Great, I thought, this stupid altar is going to collapse on me in the middle of the night. I got back off, pulled the rug off the top of the altar and prepared to sleep on the floor. My eyes swept over the altar as the incongruity of what I felt sunk in. Each side of the altar’s base and the altar’s top were made of solid slabs of stone. There shouldn’t have been any room for it to shift or move. I started to carefully inspect the seams where the sides and top joined together. On each edge, the stones were joined together by mortar, and on one side near the top the mortar had crumbled, leaving perhaps an inch of gap.
I would have ignored that gap and gone back to sleep on the floor, except when I ran my hands across the gap I felt the faint stirring of fresh air wafting out. Fresh air, to me at least, indicated that there was a chamber of some sort under the altar. I jammed the tip of my staff into the gap and using its leverage pushed down with all of my might. The thing wouldn’t budge. Then, I got my trusty, dulled all to hell, high carbon steel belt knife and using it as an impromptu chisel started removing the rest of the mortar that held the top to the sides.
It crumbled fairly easily. As I was punching it inward, I was intrigued by the fact that I couldn’t hear the chunks of mortar rattling against the floor as they fell inside the pedestal. That made me more certain that I had actually found something and that my mind was not playing tricks on me.
After quite awhile, I finally had the mortar removed everywhere except the corners. This time, when I levered with the staff the top lifted a couple of inches. What I wouldn’t have done for another set of hands as I had no way to wedge the top open while applying the necessary force on my lever.
I ran back to the locker room to retrieve my coil of antique rope, refilling my water supply in the process. Then I returned to the altar, and after several failed attempts, I used my staff and the loop on the end of the rope to fish the rope from on side of the altar to the other. Then, wrapping the rope around my waist and shoulders, I leaned in hard and started to pull.
Stone ground against stone as I managed to start moving the top slab. The last of the mortar disintegrated with a crunch as the stone top dropped onto the base below it. This was the moment of truth. If the weight of the slab had severed the rope then I was likely done moving the thing. Thankfully, it hadn’t and in short order I had moved the slab over a foot or two so I could see whether my hypothesis was correct.

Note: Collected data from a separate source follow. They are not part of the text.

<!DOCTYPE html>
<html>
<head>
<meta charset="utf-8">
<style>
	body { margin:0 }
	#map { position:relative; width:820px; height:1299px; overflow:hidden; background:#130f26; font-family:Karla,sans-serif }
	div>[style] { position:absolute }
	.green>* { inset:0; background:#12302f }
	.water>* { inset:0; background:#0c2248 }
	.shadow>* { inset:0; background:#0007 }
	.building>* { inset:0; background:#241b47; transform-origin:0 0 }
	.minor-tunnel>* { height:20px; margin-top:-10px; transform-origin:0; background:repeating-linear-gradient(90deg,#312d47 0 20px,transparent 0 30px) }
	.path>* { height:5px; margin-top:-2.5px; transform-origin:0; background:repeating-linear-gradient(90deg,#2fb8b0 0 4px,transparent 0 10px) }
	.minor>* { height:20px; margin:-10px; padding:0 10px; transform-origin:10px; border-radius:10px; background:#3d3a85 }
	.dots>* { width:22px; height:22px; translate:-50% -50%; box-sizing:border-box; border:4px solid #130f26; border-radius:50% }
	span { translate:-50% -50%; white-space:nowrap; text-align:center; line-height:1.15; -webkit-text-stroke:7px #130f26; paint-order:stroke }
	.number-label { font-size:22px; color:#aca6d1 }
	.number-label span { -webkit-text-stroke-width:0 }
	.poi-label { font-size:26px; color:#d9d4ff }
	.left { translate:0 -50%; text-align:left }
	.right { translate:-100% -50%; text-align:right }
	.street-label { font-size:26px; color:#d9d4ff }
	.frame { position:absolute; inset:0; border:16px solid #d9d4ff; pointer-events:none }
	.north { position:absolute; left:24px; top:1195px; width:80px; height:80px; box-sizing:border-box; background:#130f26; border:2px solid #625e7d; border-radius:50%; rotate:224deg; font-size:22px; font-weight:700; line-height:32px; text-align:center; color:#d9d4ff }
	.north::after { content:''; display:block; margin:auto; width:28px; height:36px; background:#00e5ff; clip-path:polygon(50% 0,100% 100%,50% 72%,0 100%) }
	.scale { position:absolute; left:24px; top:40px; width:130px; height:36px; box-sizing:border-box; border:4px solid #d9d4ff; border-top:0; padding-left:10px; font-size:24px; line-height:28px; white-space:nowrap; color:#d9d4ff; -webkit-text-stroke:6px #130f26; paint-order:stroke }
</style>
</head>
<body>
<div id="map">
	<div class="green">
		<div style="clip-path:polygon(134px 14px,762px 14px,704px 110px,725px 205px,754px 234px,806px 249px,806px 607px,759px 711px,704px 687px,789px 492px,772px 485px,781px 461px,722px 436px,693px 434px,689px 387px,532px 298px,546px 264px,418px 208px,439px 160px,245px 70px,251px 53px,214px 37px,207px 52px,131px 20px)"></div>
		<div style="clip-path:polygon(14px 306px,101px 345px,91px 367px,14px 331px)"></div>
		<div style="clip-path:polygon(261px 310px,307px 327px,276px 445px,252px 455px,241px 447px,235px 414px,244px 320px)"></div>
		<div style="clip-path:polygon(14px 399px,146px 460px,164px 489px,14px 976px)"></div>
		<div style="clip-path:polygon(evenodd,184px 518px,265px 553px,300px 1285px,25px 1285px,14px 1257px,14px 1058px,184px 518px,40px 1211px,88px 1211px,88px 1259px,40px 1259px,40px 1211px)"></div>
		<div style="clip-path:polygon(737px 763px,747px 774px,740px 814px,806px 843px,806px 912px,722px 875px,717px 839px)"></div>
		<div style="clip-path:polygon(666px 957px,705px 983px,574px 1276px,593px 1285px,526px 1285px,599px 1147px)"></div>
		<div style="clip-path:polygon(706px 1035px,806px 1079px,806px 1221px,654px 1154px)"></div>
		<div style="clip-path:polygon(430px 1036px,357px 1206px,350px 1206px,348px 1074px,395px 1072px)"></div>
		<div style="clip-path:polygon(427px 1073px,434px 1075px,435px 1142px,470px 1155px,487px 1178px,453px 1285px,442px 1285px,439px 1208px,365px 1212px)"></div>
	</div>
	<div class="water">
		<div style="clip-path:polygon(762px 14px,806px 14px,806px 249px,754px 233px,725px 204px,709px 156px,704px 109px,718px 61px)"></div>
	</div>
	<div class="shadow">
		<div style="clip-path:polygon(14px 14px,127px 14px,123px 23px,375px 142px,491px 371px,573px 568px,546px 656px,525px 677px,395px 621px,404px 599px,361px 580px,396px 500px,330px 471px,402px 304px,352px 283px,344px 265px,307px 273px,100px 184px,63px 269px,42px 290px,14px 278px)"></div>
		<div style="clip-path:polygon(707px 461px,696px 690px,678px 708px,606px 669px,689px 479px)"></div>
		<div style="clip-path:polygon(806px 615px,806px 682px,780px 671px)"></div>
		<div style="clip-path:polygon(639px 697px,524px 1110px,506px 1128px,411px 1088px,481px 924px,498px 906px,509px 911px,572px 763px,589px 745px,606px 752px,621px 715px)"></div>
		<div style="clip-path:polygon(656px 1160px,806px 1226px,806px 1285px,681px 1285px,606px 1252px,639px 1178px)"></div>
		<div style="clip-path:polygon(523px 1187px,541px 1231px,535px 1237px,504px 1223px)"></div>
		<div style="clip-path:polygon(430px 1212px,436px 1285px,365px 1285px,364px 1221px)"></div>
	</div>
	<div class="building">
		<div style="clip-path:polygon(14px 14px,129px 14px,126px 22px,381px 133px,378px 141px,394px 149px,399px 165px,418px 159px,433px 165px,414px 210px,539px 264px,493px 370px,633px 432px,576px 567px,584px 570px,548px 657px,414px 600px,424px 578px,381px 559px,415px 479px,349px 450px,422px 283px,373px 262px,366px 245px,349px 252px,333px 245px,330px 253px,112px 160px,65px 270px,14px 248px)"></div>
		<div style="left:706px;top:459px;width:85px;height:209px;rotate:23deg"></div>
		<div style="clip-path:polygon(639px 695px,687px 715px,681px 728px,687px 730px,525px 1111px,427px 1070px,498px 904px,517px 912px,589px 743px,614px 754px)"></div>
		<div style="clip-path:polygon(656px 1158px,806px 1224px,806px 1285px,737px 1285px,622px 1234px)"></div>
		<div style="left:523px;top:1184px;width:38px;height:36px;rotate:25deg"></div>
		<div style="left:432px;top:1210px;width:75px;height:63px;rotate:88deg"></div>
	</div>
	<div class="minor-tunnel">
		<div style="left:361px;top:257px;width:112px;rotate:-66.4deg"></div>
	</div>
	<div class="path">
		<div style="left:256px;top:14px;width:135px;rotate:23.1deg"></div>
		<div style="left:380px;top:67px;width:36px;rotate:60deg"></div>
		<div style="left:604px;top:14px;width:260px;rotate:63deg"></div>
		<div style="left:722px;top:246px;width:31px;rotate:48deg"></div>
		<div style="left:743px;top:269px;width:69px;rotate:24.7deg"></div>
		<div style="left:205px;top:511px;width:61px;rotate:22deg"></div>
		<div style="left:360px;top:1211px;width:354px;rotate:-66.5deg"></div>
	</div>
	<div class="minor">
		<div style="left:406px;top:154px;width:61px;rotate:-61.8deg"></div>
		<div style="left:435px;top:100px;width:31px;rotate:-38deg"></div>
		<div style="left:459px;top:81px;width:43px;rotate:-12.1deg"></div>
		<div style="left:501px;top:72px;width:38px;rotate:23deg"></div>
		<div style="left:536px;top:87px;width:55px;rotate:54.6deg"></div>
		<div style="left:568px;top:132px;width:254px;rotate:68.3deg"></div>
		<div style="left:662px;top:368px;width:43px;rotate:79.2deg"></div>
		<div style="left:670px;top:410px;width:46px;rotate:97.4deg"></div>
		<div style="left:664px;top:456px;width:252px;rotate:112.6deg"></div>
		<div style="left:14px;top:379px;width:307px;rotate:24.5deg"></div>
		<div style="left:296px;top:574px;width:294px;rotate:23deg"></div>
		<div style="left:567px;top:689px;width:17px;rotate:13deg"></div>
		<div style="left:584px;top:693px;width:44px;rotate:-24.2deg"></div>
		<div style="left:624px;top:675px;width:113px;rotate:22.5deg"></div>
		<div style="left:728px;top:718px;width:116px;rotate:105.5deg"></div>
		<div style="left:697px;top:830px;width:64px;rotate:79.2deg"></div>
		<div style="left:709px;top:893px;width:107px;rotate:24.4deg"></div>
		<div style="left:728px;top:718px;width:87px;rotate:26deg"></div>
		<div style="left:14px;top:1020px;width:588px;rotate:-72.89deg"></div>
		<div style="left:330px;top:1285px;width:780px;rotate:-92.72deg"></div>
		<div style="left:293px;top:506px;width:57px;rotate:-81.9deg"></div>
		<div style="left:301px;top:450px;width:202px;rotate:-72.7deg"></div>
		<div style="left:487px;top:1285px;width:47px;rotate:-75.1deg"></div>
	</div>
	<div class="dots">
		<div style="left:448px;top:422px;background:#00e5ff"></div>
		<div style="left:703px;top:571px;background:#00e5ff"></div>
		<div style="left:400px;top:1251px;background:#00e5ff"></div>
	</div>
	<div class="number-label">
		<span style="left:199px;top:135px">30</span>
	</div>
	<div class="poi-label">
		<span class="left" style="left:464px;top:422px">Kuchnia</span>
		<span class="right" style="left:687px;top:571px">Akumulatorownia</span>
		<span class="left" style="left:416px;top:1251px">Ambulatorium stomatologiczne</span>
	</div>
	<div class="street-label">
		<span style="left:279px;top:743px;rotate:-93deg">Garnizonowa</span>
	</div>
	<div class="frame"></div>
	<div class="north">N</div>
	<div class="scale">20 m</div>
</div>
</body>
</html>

It was. I could vaguely see the metal rungs of a ladder embedded in the wall headed down into the darkness below. Not trusting the condition of the metal, given my experience in this place so far, I wiggled my way into the gap and used the rope to descend.
The shaft only dropped about ten feet. When I entered it, the ever present blue sigils illuminated, this time on the walls. Pulling out my last two essence crystals for their weak light, I could see a low tunnel sloping up. I could also feel a breeze blowing across my face. I carefully hiked up the tunnel. After about thirty feet, I found myself at a wide crack on the inside of what appeared to be the wall of a different canyon. Slipping through the crack, I found myself in a narrow defile. In one direction, the canyon floor deepened, but in the other, the faint starlight illuminated the end of the canyon.
Heading that direction, I smiled as I stalked into the night.